Task directions: Set down exactly the lines below, starting at the one that contains "display:grid; place-items:center; width:63px;" and ending at the one that contains "display:flex; gap:14px; margin-top:auto;", with both of those lines included and nothing else.

Provided information:
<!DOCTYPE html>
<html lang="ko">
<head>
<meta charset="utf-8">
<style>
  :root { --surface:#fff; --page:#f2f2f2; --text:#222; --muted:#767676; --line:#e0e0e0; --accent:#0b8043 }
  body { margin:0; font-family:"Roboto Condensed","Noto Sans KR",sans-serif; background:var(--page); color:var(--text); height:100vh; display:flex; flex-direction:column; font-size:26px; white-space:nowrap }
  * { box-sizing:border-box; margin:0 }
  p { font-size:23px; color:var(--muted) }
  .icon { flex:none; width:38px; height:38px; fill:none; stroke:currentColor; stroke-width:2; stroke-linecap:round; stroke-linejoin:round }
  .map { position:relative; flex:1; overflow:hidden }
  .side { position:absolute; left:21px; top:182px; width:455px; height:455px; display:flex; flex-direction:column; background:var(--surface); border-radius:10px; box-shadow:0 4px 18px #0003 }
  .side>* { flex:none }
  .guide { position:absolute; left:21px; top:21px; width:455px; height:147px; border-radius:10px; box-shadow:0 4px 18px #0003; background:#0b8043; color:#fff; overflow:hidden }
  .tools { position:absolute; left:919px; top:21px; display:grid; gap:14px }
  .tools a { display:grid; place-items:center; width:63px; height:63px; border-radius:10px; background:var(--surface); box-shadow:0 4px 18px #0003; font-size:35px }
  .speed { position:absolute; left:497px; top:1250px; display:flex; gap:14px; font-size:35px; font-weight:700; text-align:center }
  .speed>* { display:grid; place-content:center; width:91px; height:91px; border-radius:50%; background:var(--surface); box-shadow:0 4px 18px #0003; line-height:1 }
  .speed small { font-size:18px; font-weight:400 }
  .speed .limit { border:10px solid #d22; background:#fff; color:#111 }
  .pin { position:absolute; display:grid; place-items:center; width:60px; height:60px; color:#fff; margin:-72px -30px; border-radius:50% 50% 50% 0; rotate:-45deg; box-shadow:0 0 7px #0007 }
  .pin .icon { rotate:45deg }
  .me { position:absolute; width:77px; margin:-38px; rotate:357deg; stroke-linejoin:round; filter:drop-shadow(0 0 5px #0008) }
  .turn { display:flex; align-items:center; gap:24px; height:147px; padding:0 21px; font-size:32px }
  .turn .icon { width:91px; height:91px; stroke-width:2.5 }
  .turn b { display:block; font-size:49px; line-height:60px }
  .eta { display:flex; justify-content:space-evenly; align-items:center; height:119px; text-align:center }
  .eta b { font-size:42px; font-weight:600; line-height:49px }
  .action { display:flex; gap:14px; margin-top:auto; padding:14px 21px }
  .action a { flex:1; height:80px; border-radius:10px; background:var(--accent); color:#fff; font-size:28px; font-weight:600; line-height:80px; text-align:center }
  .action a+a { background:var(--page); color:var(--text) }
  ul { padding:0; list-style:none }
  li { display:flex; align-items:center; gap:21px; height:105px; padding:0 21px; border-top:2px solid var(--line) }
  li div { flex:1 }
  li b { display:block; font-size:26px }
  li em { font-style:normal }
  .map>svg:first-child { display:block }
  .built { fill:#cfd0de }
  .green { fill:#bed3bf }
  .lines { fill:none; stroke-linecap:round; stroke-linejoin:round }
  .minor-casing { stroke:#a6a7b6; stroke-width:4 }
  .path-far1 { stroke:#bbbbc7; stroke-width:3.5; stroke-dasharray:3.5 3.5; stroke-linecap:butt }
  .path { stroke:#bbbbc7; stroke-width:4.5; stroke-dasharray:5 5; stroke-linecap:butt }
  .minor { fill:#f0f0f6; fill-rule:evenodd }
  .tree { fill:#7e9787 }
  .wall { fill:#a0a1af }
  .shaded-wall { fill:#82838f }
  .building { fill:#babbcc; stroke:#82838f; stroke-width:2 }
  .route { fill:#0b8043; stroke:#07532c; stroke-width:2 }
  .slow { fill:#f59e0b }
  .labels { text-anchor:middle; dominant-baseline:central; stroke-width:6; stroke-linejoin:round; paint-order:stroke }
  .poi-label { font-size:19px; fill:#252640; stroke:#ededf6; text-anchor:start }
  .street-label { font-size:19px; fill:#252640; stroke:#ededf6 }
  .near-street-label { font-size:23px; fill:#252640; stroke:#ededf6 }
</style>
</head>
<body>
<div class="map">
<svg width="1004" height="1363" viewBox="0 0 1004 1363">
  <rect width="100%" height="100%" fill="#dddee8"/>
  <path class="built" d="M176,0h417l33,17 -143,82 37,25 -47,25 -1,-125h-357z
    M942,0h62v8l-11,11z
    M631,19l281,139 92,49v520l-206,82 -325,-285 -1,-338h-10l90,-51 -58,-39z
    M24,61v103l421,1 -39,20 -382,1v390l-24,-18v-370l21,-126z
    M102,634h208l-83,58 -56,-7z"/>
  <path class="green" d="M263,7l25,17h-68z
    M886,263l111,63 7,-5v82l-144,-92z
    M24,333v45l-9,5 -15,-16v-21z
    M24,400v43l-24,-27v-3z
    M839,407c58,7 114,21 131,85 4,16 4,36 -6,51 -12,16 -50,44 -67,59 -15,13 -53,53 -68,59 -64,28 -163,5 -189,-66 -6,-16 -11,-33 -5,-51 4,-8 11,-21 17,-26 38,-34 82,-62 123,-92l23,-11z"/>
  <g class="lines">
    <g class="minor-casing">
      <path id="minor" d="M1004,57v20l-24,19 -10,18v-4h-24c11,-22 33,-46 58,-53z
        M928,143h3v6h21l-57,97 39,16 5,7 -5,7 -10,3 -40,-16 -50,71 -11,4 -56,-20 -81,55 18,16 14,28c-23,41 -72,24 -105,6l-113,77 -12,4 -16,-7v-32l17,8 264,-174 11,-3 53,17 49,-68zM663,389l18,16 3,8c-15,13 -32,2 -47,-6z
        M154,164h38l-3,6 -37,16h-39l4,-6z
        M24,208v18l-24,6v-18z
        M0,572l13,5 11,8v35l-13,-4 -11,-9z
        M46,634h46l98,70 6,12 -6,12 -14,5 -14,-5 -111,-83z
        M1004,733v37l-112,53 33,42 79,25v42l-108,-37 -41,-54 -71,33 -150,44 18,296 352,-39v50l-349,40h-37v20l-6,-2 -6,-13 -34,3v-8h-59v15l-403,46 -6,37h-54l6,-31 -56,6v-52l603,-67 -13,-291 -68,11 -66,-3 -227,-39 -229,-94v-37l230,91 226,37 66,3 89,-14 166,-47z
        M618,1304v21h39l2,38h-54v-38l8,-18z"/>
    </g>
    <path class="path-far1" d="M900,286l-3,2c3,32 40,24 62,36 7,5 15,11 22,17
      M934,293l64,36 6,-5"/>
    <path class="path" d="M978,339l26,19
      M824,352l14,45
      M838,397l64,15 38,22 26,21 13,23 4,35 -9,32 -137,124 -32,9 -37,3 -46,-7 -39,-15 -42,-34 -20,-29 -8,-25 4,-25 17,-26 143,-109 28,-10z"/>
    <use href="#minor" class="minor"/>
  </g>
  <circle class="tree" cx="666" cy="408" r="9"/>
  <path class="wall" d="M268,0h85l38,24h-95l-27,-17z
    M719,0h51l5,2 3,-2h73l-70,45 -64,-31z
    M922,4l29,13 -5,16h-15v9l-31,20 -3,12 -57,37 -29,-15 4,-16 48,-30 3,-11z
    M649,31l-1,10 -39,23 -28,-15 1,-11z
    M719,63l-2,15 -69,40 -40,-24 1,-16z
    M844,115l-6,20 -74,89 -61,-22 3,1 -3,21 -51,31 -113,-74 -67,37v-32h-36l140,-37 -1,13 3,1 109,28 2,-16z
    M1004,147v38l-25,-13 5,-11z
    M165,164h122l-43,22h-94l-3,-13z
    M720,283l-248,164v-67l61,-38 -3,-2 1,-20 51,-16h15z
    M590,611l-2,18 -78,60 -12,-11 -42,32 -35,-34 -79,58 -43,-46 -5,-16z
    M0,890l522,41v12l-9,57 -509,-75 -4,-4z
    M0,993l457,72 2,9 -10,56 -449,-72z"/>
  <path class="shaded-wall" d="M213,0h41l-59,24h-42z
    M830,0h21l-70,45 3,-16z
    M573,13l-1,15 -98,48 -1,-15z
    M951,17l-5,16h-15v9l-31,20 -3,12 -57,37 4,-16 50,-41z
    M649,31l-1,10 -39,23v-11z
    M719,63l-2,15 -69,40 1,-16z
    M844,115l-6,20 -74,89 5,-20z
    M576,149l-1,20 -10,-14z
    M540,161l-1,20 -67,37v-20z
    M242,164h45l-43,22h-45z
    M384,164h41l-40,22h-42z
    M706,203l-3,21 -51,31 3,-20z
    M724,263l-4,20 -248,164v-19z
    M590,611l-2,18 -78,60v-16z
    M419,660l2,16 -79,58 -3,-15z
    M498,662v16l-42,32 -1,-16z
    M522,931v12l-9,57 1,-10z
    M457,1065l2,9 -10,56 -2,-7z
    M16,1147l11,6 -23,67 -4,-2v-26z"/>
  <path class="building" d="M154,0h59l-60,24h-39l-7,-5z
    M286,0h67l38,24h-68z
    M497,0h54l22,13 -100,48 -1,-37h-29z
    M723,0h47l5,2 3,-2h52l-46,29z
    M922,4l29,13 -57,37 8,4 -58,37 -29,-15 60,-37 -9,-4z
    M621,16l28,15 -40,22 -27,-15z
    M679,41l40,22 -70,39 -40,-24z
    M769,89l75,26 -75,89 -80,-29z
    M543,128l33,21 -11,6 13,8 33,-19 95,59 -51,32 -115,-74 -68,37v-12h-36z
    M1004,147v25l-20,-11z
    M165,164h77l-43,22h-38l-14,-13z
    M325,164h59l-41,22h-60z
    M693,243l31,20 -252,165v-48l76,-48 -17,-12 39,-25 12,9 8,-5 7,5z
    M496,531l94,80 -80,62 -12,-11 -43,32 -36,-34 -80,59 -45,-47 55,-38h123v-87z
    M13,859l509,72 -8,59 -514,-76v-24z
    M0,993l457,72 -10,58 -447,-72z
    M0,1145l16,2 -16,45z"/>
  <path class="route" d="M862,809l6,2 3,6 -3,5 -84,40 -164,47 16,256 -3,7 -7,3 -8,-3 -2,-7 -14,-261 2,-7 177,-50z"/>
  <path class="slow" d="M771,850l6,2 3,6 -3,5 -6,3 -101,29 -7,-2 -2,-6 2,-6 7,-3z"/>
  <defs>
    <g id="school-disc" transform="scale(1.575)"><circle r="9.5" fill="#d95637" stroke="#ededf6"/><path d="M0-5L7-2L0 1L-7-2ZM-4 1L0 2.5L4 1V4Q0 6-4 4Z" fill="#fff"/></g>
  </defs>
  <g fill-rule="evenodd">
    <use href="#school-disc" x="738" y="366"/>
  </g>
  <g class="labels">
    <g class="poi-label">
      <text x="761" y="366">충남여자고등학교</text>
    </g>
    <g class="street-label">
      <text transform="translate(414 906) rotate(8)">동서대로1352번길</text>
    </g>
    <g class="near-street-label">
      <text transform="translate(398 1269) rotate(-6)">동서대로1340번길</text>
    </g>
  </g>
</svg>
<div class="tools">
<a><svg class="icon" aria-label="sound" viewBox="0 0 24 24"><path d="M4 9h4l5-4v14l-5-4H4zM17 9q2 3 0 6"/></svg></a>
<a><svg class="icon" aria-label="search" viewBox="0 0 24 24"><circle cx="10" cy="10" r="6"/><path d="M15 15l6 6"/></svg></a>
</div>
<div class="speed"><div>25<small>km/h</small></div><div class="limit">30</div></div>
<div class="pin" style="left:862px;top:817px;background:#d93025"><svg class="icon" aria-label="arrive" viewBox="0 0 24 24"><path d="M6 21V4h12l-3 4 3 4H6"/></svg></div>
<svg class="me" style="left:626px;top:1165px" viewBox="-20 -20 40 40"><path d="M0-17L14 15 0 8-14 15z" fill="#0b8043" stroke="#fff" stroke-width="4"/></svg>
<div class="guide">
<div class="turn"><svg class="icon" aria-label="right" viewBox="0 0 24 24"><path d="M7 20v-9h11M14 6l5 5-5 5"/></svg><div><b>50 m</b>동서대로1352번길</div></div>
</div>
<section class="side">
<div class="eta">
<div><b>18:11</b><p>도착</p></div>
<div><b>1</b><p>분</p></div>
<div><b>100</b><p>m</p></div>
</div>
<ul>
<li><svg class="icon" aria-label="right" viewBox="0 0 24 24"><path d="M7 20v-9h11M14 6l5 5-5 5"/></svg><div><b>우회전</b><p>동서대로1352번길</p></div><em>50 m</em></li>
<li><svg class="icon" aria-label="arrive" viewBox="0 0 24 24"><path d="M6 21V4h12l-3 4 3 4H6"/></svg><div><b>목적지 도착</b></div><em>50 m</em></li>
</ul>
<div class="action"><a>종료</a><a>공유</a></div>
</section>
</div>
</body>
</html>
--
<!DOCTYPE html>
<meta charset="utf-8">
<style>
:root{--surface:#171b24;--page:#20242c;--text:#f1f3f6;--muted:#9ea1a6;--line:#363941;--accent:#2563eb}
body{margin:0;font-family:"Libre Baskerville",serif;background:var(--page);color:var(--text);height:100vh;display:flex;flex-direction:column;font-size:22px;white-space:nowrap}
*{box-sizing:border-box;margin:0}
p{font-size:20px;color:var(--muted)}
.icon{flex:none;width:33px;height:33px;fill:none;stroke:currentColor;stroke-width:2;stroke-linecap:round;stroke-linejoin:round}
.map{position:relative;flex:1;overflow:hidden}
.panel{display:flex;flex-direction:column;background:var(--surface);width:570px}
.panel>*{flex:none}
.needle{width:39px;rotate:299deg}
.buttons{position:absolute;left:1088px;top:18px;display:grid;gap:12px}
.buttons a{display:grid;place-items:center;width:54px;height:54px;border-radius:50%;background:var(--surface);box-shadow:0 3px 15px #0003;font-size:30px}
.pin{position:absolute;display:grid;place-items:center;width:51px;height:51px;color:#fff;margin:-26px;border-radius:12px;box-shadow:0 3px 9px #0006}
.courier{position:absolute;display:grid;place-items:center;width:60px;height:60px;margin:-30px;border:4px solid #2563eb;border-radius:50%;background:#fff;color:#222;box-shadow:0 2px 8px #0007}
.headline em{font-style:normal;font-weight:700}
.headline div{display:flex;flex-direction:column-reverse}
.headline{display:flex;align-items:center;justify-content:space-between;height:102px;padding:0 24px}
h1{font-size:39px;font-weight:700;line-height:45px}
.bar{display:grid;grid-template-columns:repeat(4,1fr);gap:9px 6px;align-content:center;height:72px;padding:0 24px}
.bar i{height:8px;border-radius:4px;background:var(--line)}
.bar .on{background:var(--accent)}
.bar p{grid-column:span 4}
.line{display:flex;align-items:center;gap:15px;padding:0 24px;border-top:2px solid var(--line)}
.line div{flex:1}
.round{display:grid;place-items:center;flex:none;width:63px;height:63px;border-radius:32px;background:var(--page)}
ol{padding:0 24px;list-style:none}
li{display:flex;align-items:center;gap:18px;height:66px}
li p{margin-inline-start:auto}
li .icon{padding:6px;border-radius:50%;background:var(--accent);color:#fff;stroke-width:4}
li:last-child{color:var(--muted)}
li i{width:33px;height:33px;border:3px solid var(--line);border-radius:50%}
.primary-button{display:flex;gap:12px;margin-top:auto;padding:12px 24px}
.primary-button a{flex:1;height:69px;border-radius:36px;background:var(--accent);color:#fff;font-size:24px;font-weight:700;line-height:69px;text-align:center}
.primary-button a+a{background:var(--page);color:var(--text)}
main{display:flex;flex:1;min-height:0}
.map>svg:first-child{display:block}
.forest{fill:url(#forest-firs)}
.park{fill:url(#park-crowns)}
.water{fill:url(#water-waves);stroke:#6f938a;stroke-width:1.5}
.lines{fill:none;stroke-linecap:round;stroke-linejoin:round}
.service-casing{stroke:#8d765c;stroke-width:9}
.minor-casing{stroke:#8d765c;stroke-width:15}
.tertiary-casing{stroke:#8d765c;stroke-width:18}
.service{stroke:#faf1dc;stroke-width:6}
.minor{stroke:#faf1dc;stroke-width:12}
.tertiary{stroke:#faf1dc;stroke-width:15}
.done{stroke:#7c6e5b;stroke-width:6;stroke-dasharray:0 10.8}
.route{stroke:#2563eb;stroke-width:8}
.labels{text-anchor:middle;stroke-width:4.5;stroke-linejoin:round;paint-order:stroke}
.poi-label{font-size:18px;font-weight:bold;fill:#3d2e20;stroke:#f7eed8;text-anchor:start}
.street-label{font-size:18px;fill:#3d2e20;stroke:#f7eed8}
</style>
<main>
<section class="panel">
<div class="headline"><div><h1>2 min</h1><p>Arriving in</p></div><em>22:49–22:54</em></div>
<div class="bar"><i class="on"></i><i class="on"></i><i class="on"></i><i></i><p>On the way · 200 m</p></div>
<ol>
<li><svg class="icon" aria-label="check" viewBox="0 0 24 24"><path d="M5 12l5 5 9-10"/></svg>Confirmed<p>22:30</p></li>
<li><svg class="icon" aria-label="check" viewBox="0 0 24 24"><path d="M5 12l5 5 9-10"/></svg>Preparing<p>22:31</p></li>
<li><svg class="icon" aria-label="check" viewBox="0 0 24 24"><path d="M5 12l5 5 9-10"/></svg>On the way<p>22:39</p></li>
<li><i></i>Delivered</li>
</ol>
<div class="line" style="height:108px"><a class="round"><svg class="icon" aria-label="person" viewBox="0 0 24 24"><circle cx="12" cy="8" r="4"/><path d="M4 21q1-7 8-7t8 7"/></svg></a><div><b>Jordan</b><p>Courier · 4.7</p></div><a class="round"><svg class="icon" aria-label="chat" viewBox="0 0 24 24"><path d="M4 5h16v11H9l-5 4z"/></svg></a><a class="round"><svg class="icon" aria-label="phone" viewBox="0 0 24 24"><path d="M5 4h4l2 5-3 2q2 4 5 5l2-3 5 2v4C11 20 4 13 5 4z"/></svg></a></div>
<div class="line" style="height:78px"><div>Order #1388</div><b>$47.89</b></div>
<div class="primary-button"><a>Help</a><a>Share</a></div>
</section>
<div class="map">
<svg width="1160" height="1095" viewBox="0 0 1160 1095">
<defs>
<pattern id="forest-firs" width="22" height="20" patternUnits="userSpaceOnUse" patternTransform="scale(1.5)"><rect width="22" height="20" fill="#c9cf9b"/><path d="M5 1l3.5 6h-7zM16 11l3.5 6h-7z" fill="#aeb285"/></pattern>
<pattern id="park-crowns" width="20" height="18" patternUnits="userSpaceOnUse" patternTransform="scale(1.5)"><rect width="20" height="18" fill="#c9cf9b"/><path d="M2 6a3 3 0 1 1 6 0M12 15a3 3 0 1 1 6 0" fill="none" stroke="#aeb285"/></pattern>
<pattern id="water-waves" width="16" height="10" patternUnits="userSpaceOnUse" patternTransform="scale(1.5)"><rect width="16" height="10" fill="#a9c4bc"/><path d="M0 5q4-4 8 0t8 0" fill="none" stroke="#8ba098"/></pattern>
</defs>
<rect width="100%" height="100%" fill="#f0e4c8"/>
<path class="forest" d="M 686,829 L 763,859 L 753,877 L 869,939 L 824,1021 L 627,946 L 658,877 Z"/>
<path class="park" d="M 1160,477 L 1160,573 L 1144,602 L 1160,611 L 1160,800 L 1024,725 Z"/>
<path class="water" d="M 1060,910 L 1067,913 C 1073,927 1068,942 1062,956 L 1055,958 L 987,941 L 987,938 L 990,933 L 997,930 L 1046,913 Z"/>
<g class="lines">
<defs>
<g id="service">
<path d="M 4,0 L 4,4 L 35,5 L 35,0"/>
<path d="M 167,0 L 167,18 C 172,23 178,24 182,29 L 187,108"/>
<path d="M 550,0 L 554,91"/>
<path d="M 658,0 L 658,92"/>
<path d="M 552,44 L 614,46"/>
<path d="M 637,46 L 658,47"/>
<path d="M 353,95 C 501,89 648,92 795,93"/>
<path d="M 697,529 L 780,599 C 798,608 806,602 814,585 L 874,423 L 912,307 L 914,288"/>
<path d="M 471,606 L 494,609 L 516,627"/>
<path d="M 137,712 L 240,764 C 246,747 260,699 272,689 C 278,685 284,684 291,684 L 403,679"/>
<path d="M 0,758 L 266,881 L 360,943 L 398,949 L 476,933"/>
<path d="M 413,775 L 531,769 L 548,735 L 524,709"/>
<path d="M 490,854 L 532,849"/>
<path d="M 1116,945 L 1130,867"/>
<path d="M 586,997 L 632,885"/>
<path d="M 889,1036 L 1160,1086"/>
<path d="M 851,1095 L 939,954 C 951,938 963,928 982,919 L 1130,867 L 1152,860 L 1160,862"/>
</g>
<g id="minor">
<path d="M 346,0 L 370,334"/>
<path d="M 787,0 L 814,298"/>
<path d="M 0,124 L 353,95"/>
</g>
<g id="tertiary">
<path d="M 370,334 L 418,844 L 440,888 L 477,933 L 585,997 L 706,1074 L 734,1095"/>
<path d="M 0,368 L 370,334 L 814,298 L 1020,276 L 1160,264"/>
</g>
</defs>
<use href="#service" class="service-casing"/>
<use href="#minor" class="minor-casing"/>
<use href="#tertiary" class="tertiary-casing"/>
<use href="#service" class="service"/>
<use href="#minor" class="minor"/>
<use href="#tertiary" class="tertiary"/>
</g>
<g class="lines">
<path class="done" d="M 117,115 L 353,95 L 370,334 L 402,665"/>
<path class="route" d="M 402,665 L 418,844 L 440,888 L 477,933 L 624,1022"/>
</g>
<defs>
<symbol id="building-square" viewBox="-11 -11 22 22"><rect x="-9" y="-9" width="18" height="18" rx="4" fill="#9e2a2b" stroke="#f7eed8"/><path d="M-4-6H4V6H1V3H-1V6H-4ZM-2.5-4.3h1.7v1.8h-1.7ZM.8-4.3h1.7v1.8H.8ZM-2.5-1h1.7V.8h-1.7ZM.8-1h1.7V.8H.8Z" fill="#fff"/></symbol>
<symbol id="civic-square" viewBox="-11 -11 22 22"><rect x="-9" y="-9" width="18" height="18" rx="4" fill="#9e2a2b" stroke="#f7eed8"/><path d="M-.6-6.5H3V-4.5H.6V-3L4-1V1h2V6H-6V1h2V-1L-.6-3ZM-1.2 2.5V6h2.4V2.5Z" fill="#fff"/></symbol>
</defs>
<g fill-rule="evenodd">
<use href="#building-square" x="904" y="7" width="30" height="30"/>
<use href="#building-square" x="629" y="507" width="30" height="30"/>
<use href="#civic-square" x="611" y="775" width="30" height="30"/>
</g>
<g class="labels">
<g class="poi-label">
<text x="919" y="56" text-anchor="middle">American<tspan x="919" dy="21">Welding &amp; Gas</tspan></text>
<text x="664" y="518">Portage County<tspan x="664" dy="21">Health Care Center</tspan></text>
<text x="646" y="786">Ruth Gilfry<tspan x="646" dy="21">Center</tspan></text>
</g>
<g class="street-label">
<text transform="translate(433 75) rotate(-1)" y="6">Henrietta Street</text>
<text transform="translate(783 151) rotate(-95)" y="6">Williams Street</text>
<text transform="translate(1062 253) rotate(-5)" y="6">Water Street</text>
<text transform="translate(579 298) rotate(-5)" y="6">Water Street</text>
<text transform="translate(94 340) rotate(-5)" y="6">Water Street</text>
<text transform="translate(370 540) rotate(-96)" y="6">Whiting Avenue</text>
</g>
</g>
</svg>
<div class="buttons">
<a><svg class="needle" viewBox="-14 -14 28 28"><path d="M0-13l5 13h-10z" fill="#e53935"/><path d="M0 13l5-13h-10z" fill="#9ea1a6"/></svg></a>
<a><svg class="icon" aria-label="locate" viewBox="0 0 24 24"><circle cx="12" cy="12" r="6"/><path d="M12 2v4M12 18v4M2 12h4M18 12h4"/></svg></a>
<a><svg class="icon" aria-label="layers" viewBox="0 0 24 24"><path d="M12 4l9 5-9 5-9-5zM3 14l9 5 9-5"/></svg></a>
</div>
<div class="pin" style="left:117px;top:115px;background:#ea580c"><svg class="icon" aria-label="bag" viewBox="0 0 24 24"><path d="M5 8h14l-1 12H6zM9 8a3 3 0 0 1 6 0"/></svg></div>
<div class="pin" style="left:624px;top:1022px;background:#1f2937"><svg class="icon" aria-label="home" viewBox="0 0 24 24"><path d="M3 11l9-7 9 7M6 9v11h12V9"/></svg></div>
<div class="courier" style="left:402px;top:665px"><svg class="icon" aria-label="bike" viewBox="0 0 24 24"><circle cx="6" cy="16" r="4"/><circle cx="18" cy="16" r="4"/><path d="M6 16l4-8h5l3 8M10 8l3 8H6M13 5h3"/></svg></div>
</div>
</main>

Solved problem:
  .tools a { display:grid; place-items:center; width:63px; height:63px; border-radius:10px; background:var(--surface); box-shadow:0 4px 18px #0003; font-size:35px }
  .speed { position:absolute; left:497px; top:1250px; display:flex; gap:14px; font-size:35px; font-weight:700; text-align:center }
  .speed>* { display:grid; place-content:center; width:91px; height:91px; border-radius:50%; background:var(--surface); box-shadow:0 4px 18px #0003; line-height:1 }
  .speed small { font-size:18px; font-weight:400 }
  .speed .limit { border:10px solid #d22; background:#fff; color:#111 }
  .pin { position:absolute; display:grid; place-items:center; width:60px; height:60px; color:#fff; margin:-72px -30px; border-radius:50% 50% 50% 0; rotate:-45deg; box-shadow:0 0 7px #0007 }
  .pin .icon { rotate:45deg }
  .me { position:absolute; width:77px; margin:-38px; rotate:357deg; stroke-linejoin:round; filter:drop-shadow(0 0 5px #0008) }
  .turn { display:flex; align-items:center; gap:24px; height:147px; padding:0 21px; font-size:32px }
  .turn .icon { width:91px; height:91px; stroke-width:2.5 }
  .turn b { display:block; font-size:49px; line-height:60px }
  .eta { display:flex; justify-content:space-evenly; align-items:center; height:119px; text-align:center }
  .eta b { font-size:42px; font-weight:600; line-height:49px }
  .action { display:flex; gap:14px; margin-top:auto; padding:14px 21px }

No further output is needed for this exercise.